Your assignment: All lines holding the word "structure" are to be copied from the records beneath.

Exercise data:
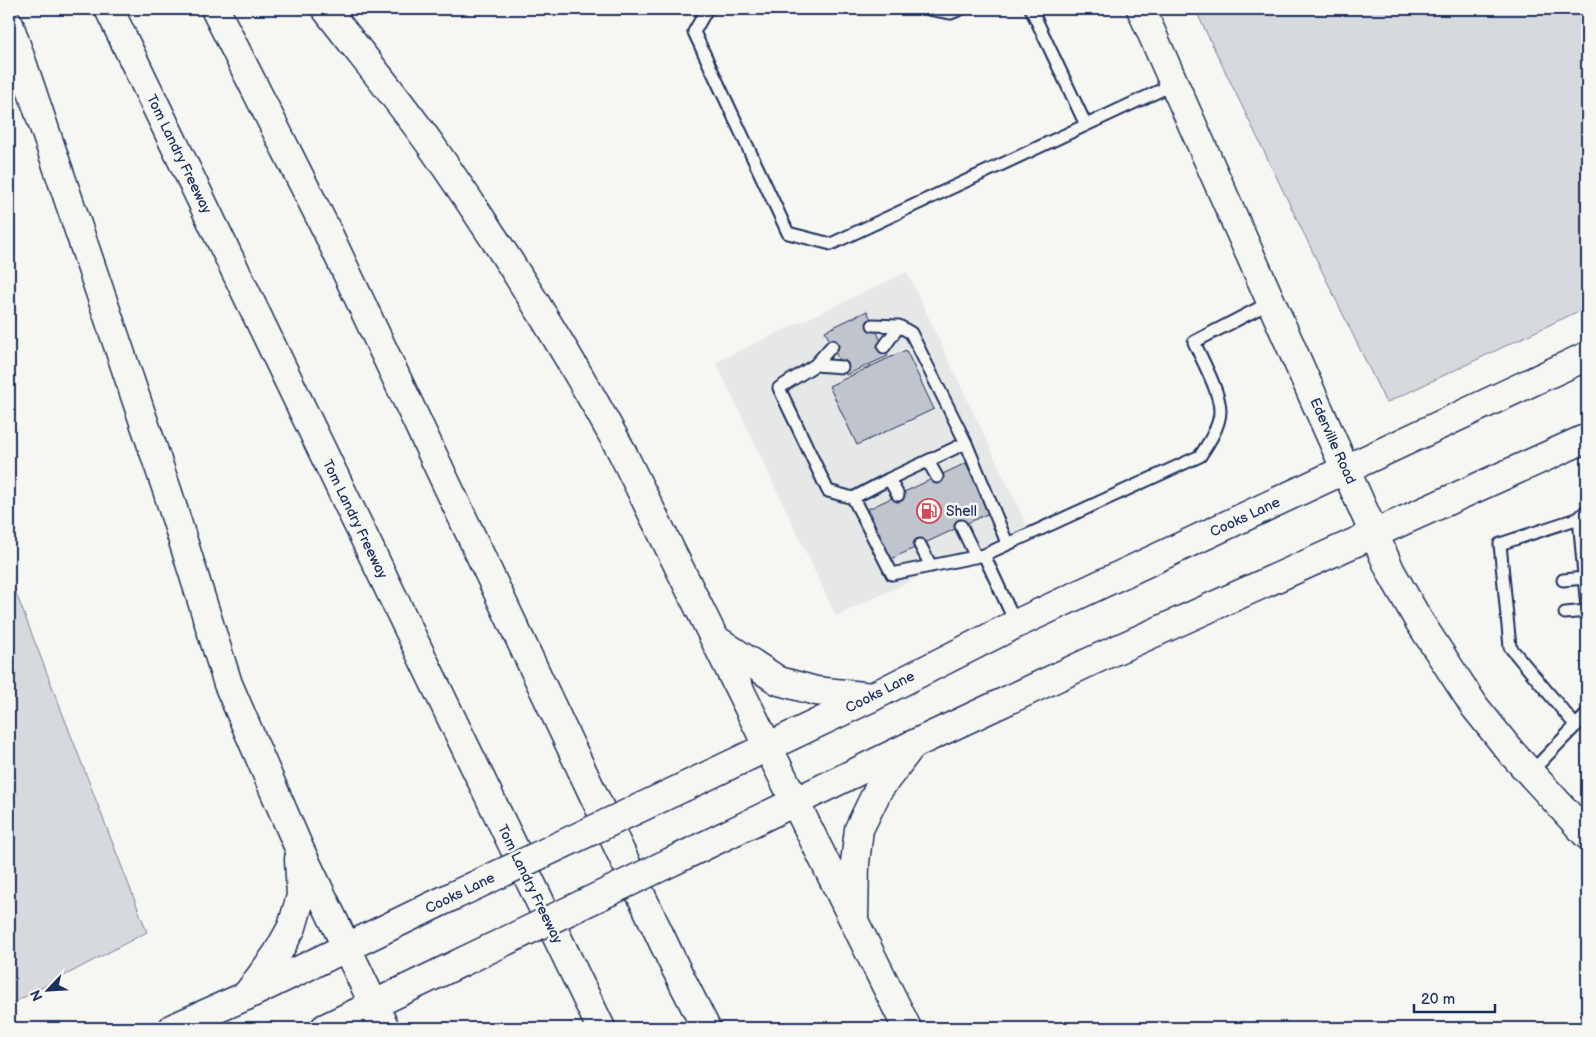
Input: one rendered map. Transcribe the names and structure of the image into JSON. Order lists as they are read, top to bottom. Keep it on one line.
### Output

* * *

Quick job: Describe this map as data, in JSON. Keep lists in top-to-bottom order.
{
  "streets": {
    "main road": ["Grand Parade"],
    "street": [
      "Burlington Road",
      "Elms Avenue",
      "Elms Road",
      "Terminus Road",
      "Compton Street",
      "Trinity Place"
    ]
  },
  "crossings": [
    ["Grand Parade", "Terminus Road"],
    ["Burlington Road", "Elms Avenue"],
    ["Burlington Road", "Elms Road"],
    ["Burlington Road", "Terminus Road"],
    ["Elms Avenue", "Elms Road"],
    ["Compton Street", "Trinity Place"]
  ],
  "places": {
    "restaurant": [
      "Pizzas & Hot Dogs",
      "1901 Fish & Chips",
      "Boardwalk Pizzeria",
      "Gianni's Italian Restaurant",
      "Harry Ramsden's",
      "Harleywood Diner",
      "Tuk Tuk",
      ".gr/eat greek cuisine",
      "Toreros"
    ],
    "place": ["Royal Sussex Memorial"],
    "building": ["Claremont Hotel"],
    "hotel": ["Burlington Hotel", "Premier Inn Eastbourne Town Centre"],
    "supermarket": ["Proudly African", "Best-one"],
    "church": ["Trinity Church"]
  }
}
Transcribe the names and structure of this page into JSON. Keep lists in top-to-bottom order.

Output below:
Input: one rendered map. Transcribe the names and structure of the image into JSON. Order lists as they are read, top to bottom. Keep it on one line.
Transcribe the names and structure of this page into JSON. Keep lists in top-to-bottom order.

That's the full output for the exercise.